Le père, William, me serre la main, tandis que sa femme Emily fait la bise à Alena en lui parlant dans un français plus que bancal. Alena semble se détendre un peu et nous nous installons. « Lexie n'est pas là aujourd'hui ? » je demande un peu interloqué par l'absence de leur fille. Au même moment, la jeune femme en fauteuil arrive en trombe et se place entre Alena et Emily « Pardonnez-moi pour mon retard, je faisais un marathon. » Un lourd silence s'installe, Alena me regarde avec les yeux d'une biche effrayée, et tout à coup Lexie et sa famille éclatent de rire. « Eh ça va, on rigole ! Je suis en roue libre aujourd'hui. » La famille repart en éclat de rire, le père check du poing sa fille, et je sens Alena se détendre à nouveau.

Une fois les entrées commandées, les présentations commencent. « C'est dingue comme tu ressembles à Richard ! Il m'a parlé de toi pendant des heures ! » annonce William. Je pensais qu'Alena allait perdre ses repères face à cette affirmation, mais c'est tout le contraire « On me le dit souvent ! « Comment connaissez-vous mon père ? » demande-t-elle, le sourire aux lèvres. « Nous nous sommes rencontrés à l'université à New York.
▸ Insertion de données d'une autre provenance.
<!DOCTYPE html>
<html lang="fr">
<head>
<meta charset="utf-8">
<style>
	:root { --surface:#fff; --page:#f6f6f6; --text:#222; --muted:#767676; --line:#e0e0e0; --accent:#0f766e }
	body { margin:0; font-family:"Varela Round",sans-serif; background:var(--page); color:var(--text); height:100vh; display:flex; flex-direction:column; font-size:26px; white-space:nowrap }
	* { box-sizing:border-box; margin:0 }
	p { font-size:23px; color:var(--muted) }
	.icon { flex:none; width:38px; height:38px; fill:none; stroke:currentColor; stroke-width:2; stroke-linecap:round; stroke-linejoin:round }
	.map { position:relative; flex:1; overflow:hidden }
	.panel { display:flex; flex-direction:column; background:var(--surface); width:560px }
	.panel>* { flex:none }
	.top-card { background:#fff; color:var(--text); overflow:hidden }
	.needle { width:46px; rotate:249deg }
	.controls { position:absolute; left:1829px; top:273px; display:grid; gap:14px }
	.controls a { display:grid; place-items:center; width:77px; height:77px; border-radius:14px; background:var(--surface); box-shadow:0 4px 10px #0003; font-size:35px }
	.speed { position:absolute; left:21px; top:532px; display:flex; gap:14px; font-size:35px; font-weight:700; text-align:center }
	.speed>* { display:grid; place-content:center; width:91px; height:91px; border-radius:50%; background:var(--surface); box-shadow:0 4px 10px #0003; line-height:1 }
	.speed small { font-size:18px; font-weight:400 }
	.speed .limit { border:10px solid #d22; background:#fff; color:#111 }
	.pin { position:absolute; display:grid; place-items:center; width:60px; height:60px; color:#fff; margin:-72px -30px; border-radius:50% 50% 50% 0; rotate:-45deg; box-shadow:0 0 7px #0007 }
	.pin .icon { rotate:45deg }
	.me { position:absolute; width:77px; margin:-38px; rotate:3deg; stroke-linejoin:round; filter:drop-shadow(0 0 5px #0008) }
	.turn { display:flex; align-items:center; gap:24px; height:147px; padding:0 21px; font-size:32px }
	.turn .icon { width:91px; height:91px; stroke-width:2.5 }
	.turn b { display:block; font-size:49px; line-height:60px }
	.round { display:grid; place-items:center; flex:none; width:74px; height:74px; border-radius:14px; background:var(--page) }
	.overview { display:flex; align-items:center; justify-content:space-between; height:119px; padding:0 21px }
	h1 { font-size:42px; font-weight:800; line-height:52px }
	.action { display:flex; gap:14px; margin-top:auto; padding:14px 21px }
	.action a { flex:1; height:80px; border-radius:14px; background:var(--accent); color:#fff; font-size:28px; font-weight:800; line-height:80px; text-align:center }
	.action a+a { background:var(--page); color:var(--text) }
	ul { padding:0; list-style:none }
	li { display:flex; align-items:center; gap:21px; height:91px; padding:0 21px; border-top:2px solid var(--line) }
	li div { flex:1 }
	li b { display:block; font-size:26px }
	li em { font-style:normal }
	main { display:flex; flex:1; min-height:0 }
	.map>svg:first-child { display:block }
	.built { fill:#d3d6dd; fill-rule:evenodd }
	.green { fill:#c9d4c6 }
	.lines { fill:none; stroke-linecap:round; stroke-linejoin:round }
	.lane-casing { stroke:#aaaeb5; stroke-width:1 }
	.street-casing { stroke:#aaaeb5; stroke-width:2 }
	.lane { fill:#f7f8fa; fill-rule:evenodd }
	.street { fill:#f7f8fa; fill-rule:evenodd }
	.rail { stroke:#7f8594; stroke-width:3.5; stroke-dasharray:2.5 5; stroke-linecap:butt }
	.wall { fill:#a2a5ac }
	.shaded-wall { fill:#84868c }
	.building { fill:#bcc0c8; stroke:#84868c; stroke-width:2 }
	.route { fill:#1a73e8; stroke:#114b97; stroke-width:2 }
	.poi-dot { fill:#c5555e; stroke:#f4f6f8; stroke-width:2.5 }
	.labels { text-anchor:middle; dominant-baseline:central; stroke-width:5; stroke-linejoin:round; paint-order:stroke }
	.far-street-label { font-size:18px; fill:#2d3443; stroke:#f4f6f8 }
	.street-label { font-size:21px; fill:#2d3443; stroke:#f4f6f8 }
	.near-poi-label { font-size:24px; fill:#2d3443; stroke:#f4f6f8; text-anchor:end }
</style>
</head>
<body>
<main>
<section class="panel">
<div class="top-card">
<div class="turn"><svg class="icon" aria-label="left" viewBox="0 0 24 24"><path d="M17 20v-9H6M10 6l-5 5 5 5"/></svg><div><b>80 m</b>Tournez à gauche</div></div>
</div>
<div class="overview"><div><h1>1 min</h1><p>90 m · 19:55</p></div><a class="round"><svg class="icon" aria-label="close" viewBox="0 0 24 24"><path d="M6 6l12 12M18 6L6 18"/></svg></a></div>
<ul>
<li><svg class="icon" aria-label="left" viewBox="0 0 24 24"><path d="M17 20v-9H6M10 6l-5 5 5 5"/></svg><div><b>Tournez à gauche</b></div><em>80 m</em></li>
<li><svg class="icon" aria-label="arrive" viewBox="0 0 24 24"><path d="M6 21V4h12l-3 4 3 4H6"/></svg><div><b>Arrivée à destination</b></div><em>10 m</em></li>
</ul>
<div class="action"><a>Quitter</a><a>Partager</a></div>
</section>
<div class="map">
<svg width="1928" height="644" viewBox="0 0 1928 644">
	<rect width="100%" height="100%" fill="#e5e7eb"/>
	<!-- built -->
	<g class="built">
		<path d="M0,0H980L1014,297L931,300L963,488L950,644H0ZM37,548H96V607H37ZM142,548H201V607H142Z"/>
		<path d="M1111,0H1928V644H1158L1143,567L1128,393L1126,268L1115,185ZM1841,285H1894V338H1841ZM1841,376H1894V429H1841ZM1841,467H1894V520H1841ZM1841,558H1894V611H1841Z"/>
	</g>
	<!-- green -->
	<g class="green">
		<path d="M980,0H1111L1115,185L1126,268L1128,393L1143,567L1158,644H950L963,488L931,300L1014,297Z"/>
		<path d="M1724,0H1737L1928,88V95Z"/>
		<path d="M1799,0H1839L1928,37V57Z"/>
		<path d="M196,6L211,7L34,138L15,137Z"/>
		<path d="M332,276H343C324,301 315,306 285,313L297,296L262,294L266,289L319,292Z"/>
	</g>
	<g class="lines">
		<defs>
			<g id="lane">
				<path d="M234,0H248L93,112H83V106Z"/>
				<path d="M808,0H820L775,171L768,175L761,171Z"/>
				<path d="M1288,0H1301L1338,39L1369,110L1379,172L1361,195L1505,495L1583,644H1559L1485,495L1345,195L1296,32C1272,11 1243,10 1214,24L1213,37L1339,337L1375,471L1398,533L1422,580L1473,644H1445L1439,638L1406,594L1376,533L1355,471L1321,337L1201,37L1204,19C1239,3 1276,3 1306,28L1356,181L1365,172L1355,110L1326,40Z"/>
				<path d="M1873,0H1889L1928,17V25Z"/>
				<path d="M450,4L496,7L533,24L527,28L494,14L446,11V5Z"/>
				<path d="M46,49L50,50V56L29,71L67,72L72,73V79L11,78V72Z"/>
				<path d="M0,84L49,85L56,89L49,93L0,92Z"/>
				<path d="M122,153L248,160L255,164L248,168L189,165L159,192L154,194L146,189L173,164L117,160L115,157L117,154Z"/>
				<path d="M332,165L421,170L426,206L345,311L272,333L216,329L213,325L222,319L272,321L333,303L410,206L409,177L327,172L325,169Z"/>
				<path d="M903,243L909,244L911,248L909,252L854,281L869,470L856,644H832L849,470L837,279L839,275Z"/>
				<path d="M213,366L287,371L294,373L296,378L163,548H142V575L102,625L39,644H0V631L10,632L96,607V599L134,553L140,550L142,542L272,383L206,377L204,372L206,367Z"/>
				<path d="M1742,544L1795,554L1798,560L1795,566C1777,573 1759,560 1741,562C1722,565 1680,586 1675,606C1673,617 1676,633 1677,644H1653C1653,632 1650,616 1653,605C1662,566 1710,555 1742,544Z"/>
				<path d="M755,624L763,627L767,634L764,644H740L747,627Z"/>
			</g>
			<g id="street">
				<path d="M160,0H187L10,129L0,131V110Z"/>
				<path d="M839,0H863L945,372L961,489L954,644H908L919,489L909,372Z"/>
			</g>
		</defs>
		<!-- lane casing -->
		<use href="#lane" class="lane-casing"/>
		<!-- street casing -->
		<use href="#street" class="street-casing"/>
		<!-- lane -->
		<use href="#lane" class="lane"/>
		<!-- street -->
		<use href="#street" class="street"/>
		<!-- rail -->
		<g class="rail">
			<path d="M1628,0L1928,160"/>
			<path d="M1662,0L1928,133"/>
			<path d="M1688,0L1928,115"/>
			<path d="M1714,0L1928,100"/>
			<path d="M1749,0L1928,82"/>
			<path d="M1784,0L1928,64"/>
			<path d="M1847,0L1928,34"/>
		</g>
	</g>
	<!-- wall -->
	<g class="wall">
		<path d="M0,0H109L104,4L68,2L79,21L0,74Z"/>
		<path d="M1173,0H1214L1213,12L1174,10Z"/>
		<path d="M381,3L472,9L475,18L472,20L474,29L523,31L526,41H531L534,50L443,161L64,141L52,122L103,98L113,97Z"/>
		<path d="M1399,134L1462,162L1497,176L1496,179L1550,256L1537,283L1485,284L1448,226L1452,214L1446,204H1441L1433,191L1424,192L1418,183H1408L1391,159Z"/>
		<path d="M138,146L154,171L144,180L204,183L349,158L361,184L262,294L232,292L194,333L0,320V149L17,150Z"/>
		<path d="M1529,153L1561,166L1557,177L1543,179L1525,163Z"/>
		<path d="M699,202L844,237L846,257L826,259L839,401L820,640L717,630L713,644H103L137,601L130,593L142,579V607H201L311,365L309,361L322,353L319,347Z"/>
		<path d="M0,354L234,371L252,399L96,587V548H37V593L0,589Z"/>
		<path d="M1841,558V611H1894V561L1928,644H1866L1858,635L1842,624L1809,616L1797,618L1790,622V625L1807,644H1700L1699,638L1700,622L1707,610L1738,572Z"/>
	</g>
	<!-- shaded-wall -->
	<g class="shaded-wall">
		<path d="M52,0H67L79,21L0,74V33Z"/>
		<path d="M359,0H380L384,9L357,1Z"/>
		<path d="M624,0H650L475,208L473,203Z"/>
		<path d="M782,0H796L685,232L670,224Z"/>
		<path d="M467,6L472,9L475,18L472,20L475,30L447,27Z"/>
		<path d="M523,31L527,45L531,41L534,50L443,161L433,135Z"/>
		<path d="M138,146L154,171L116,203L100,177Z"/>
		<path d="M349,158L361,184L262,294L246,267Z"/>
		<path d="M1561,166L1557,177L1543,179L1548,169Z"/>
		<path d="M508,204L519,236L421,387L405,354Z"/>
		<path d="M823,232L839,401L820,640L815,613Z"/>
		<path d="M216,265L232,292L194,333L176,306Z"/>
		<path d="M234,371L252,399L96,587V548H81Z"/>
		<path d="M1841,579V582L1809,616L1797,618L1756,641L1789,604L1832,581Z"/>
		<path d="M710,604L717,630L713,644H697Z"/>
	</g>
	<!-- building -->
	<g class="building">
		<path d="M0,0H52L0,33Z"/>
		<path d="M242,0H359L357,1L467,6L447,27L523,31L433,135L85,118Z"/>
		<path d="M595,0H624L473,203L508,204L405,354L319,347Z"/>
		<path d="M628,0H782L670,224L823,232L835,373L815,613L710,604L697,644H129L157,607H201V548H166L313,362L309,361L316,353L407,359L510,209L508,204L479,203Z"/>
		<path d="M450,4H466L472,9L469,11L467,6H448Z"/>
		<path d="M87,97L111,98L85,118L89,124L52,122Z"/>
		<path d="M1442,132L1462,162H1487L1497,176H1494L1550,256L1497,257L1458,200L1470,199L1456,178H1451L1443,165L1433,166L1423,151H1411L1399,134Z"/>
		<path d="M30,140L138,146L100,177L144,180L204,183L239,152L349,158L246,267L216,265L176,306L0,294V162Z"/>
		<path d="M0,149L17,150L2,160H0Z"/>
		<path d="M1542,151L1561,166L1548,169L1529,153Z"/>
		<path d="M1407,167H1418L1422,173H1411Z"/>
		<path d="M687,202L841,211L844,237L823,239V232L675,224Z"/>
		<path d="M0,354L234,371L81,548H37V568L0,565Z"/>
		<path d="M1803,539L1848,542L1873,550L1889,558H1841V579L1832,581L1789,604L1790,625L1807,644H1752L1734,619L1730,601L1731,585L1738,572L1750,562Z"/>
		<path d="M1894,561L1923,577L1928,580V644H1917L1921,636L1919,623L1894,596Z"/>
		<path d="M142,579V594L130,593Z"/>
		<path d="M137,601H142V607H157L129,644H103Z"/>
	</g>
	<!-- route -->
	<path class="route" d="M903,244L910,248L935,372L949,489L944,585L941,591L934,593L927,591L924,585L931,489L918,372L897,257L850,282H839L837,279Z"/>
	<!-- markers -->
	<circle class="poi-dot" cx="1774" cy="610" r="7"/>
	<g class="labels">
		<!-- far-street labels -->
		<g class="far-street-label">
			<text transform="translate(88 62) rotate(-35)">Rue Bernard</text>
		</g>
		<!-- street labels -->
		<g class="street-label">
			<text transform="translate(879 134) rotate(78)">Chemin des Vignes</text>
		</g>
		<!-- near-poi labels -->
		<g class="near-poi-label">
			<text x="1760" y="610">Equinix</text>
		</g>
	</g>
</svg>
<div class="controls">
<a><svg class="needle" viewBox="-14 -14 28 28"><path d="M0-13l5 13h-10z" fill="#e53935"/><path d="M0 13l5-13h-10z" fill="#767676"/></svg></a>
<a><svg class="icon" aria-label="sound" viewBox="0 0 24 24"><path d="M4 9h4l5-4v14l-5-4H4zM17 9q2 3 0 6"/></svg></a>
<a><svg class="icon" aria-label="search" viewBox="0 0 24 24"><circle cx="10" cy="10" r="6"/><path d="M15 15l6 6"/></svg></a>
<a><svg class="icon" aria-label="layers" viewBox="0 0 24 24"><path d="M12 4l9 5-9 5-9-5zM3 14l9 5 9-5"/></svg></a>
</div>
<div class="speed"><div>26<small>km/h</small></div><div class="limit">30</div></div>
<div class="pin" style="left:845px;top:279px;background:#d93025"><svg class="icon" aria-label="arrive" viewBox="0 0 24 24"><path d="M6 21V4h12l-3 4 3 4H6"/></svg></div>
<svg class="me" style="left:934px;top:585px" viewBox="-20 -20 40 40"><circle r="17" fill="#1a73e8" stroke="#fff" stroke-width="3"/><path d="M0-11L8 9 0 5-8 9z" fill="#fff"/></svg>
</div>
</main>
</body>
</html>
J'avais pour objectif de devenir avocat, et lui, architecte. Nous suivions tous les deux des chemins familiaux tout tracés, ce qui peut être anxiogène, nous nous comprenions donc sur de nombreux points. Par la suite, j'ai repris les affaires à Chicago, tandis qu'il est allé en France pour suivre ta maman. Par chance, nos chemins ne se sont jamais séparés, et lorsqu'il est revenu aux États-Unis, nous avons commencé à travailler ensemble sur plusieurs projets dans lesquels je le soutiens sur le plan juridique. »
Les Van der Bilt sont des personnes en or, ils ont beau être l'une des familles les plus riches du pays, ils sont d'une simplicité et d'une gentillesse incomparable. La discussion se fait donc facilement avec Alena.
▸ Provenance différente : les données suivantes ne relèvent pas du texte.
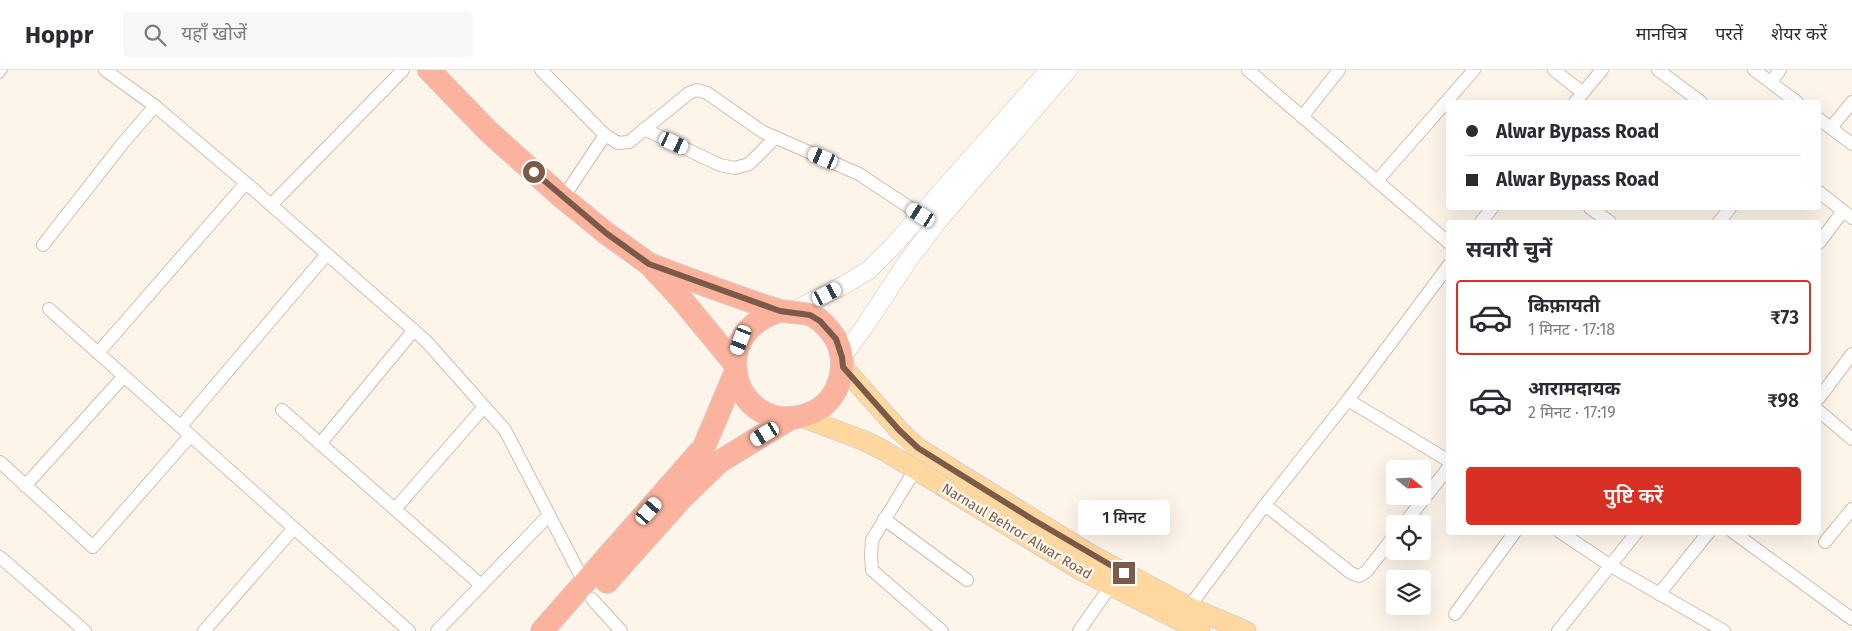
<!DOCTYPE html>
<html lang="hi">
<head>
<meta charset="utf-8">
<style>
  :root { --surface:#fff; --page:#f7f7f7; --text:#2b2b33; --muted:#7c7c81; --line:#e1e1e2; --accent:#d93025 }
  body { margin:0; font-family:"Fira Sans","Noto Sans Devanagari",sans-serif; background:var(--page); color:var(--text); height:100vh; display:flex; flex-direction:column; font-size:19px; white-space:nowrap }
  * { box-sizing:border-box; margin:0 }
  p { font-size:16px; color:var(--muted) }
  .icon { flex:none; width:28px; height:28px; fill:none; stroke:currentColor; stroke-width:2; stroke-linecap:round; stroke-linejoin:round }
  .map { position:relative; flex:1; overflow:hidden }
  .sheet { position:absolute; left:1446px; top:150px; width:375px; height:315px; display:flex; flex-direction:column; background:var(--surface); border-radius:5px; box-shadow:0 5px 20px #0002 }
  .sheet>* { flex:none }
  .guide { position:absolute; left:1446px; top:30px; width:375px; height:110px; border-radius:5px; box-shadow:0 5px 20px #0002; display:grid; align-content:center; height:110px; padding:0 20px; background:var(--surface) }
  .needle { width:32px; rotate:108deg }
  .buttons { position:absolute; left:1386px; top:390px; display:grid; gap:10px }
  .buttons a { display:grid; place-items:center; width:45px; height:45px; border-radius:5px; background:var(--surface); box-shadow:0 5px 20px #0002; font-size:25px }
  .end { position:absolute; width:22px; height:22px; margin:-11px; border:6px solid #7b5a4a; background:#fff; box-shadow:0 0 0 2px #fff }
  .from { border-radius:50% }
  .bubble { position:absolute; height:35px; border-radius:5px; background:var(--surface); box-shadow:0 5px 20px #0002; font-size:16px; font-weight:600; line-height:35px; text-align:center }
  .car { position:absolute; width:15px; height:30px; margin:-15px -8px; border-radius:6px; box-shadow:0 0 4px 1px #0007; background:linear-gradient(#fff 24%,#345 0 40%,#fff 0 76%,#345 0 86%,#fff 0) }
  .guide b { display:flex; align-items:center; gap:18px; height:48px; font-size:19px }
  .guide b+b { border-top:1px solid var(--line) }
  .guide i { width:12px; height:12px; background:var(--text) }
  ul { padding:0; list-style:none }
  li { display:flex; align-items:center; gap:15px; height:75px; margin:0 10px 8px; padding:0 10px; border:2px solid transparent; border-radius:5px }
  li div { flex:1 }
  li b { display:block; font-size:19px }
  li em { font-style:normal; font-weight:600 }
  li.on { border-color:var(--accent) }
  li>.icon { width:45px; height:45px; stroke-width:1.5 }
  h2 { padding:0 20px; font-size:22px; line-height:60px }
  .button { display:flex; gap:10px; margin-top:auto; padding:10px 20px }
  .button a { flex:1; height:58px; border-radius:5px; background:var(--accent); color:#fff; font-size:20px; font-weight:600; line-height:58px; text-align:center }
  header { display:flex; align-items:center; gap:30px; box-sizing:border-box; height:70px; padding:0 25px; background:var(--surface); border-bottom:1px solid var(--line) }
  header strong { font-size:24px }
  nav { display:flex; gap:28px; margin-inline-start:auto; font-size:18px }
  .search { width:350px; height:45px; background:var(--page); display:flex; align-items:center; gap:12px; box-sizing:border-box; padding:0 18px; border-radius:5px; color:var(--muted); font-size:19px }
  .map>svg:first-child { display:block }
  .lines { fill:none; stroke-linecap:round; stroke-linejoin:round }
  .lane-casing { stroke:#d2bcad; stroke-width:8 }
  .street-casing { stroke:#d2bcad; stroke-width:14 }
  .secondary-casing { stroke:#d7bfad; stroke-width:19 }
  .primary-casing { stroke:#dad1cc; stroke-width:21 }
  .highway-casing { stroke:#dad1cc; stroke-width:24 }
  .lane { stroke:#fff; stroke-width:6 }
  .street { stroke:#fff; stroke-width:12 }
  .secondary { stroke:#fff; stroke-width:18 }
  .primary { stroke:#ffd89f; stroke-width:19 }
  .highway { stroke:#fbb39d; stroke-width:22 }
  .route { stroke:#7b5a4a; stroke-width:6 }
  .labels { text-anchor:middle; stroke-width:4.5; stroke-linejoin:round; paint-order:stroke }
  .street-label { font-size:14px; fill:#7b5a4a; stroke:#fff9f1 }
</style>
</head>
<body>
<header>
<strong>Hoppr</strong>
<div class="search"><svg class="icon" aria-label="search" viewBox="0 0 24 24"><circle cx="10" cy="10" r="6"/><path d="M15 15l6 6"/></svg>यहाँ खोजें</div>
<nav><a>मानचित्र</a><a>परतें</a><a>शेयर करें</a></nav>
</header>
<div class="map">
<svg width="1852" height="561" viewBox="0 0 1852 561">
  <rect width="100%" height="100%" fill="#fef5ea"/>
  <g class="lines">
    <defs>
      <polyline id="lane" points="0,5 4,0"/>
      <g id="street">
        <polyline points="105,0 155,36 246,113 426,271 505,360 585,514"/>
        <polyline points="541,0 605,65 563,128"/>
        <polyline points="1248,0 1449,173"/>
        <polyline points="1554,0 1583,23"/>
        <polyline points="1658,0 1701,32"/>
        <polyline points="1754,0 1797,32"/>
        <polyline points="1771,12 1780,0"/>
        <polyline points="1575,32 1602,0"/>
        <polyline points="1302,47 1339,0"/>
        <polyline points="1819,49 1852,74"/>
        <polyline points="1831,58 1852,32"/>
        <polyline points="644,59 720,95 735,98 749,94 775,68"/>
        <polyline points="605,65 618,73 629,72 689,23 697,20 707,23 763,62 859,104 921,145"/>
        <polyline points="1377,111 1474,0"/>
        <polyline points="1819,122 1852,148"/>
        <polyline points="271,135 403,0"/>
        <polyline points="1590,138 1610,152"/>
        <polyline points="1481,152 1492,138"/>
        <polyline points="1719,152 1730,138"/>
        <polyline points="1819,173 1843,141"/>
        <polyline points="43,175 123,73 155,36"/>
        <polyline points="49,239 409,561"/>
        <polyline points="98,283 246,113"/>
        <polyline points="1819,328 1852,284"/>
        <polyline points="1348,330 1449,391"/>
        <polyline points="282,340 481,515"/>
        <polyline points="1819,341 1852,369"/>
        <polyline points="181,356 327,184"/>
        <polyline points="320,374 414,260"/>
        <polyline points="0,392 93,477 190,366"/>
        <polyline points="915,400 872,470 871,485 872,500 942,561"/>
        <polyline points="25,416 124,306"/>
        <polyline points="1265,435 1351,503 1359,506 1366,502 1395,465"/>
        <polyline points="395,439 484,337"/>
        <polyline points="884,449 967,510"/>
        <polyline points="1404,454 1449,397"/>
        <polyline points="1560,462 1611,496 1724,561"/>
        <polyline points="1733,462 1852,549"/>
        <polyline points="1825,472 1852,439"/>
        <polyline points="0,487 85,561"/>
        <polyline points="1659,524 1709,462"/>
        <polyline points="592,529 621,561"/>
        <polyline points="1189,537 1265,435 1348,330 1449,195"/>
        <polyline points="1455,544 1515,462"/>
        <polyline points="204,561 294,458"/>
        <polyline points="437,561 549,445"/>
        <polyline points="1079,561 1110,517"/>
        <polyline points="1558,561 1637,462"/>
      </g>
      <g id="secondary">
        <polyline points="793,241 844,215 869,200 892,177 1049,0"/>
        <polyline points="842,287 865,256 907,192 938,151 1068,0"/>
      </g>
      <g id="primary">
        <polyline points="843,297 899,360 918,378 1090,484 1189,537 1246,561"/>
        <polyline points="801,347 865,371 883,380 1082,501 1200,561"/>
      </g>
      <g id="highway">
        <polyline points="429,0 490,63 563,128 606,163 649,194 683,231 735,294"/>
        <path d="M649,194C691,210 734,226 777,240C788,243 800,241 811,245C819,248 825,255 831,262C843,277 845,297 838,315C833,329 820,341 806,345C736,367 702,264 780,241"/>
        <polyline points="607,512 681,429 719,392 791,348"/>
        <polyline points="542,561 704,377 736,301"/>
      </g>
    </defs>
    <use href="#lane" class="lane-casing"/>
    <use href="#street" class="street-casing"/>
    <use href="#secondary" class="secondary-casing"/>
    <use href="#primary" class="primary-casing"/>
    <use href="#highway" class="highway-casing"/>
    <use href="#lane" class="lane"/>
    <use href="#street" class="street"/>
    <use href="#secondary" class="secondary"/>
    <use href="#primary" class="primary"/>
    <use href="#highway" class="highway"/>
  </g>
  <g class="lines">
    <polyline class="route" points="534,102 606,163 649,194 780,241 810,245 820,251 836,269 842,287 843,297 899,360 918,378 1032,449 1124,503"/>
  </g>
  <g class="labels">
    <g class="street-label">
      <text transform="translate(1017 461) rotate(31)" y="5">Narnaul Behror Alwar Road</text>
    </g>
  </g>
</svg>
<div class="buttons">
<a><svg class="needle" viewBox="-14 -14 28 28"><path d="M0-13l5 13h-10z" fill="#e53935"/><path d="M0 13l5-13h-10z" fill="#7c7c81"/></svg></a>
<a><svg class="icon" aria-label="locate" viewBox="0 0 24 24"><circle cx="12" cy="12" r="6"/><path d="M12 2v4M12 18v4M2 12h4M18 12h4"/></svg></a>
<a><svg class="icon" aria-label="layers" viewBox="0 0 24 24"><path d="M12 4l9 5-9 5-9-5zM3 14l9 5 9-5"/></svg></a>
</div>
<i class="end from" style="left:534px;top:102px"></i>
<i class="end" style="left:1124px;top:503px"></i>
<div class="bubble" style="left:1078px;top:430px;width:92px">1 मिनट</div>
<i class="car" style="left:674px;top:73px;rotate:115deg"></i>
<i class="car" style="left:823px;top:88px;rotate:293deg"></i>
<i class="car" style="left:921px;top:145px;rotate:303deg"></i>
<i class="car" style="left:827px;top:224px;rotate:63deg"></i>
<i class="car" style="left:741px;top:270px;rotate:201deg"></i>
<i class="car" style="left:765px;top:364px;rotate:239deg"></i>
<i class="car" style="left:649px;top:441px;rotate:41deg"></i>
<div class="guide">
<b><i class="from"></i>Alwar Bypass Road</b>
<b><i></i>Alwar Bypass Road</b>
</div>
<section class="sheet">
<h2>सवारी चुनें</h2>
<ul>
<li class="on"><svg class="icon" aria-label="car" viewBox="0 0 24 24"><path d="M5 17H2v-5l4-1 3-4h7l3 4 3 1v5h-3M9 17h6M6 11h13"/><circle cx="7" cy="17" r="2"/><circle cx="17" cy="17" r="2"/></svg><div><b>किफ़ायती</b><p>1 मिनट · 17:18</p></div><em>₹73</em></li>
<li><svg class="icon" aria-label="car" viewBox="0 0 24 24"><path d="M5 17H2v-5l4-1 3-4h7l3 4 3 1v5h-3M9 17h6M6 11h13"/><circle cx="7" cy="17" r="2"/><circle cx="17" cy="17" r="2"/></svg><div><b>आरामदायक</b><p>2 मिनट · 17:19</p></div><em>₹98</em></li>
</ul>
<div class="button"><a>पुष्टि करें</a></div>
</section>
</div>
</body>
</html>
À l'arrivée des entrées, nous recevons tous une notification sur nos téléphones, une tempête de neige se prépare et risque de frapper la ville d'ici trois heures. William s'exclame « Bienvenue à Chicago ! Vous comptiez rentrer ce soir ? » demande-t-il en commençant à manger. À côté de moi, Alena fait de même et débute sa salade. Je décide donc de répondre « Oui, en fin de soirée normalement, j'espère que ce sera le cas, New York nous attend. » Quelques minutes plus tard, je reçois un message de Grace me transférant un message du pilote du jet, il pense qu'il serait plus prudent de reporter le vol à demain, elle nous a donc réservé deux chambres d'hôtel pour ce soir. On dirait bien que Chicago ne veut pas nous quitter.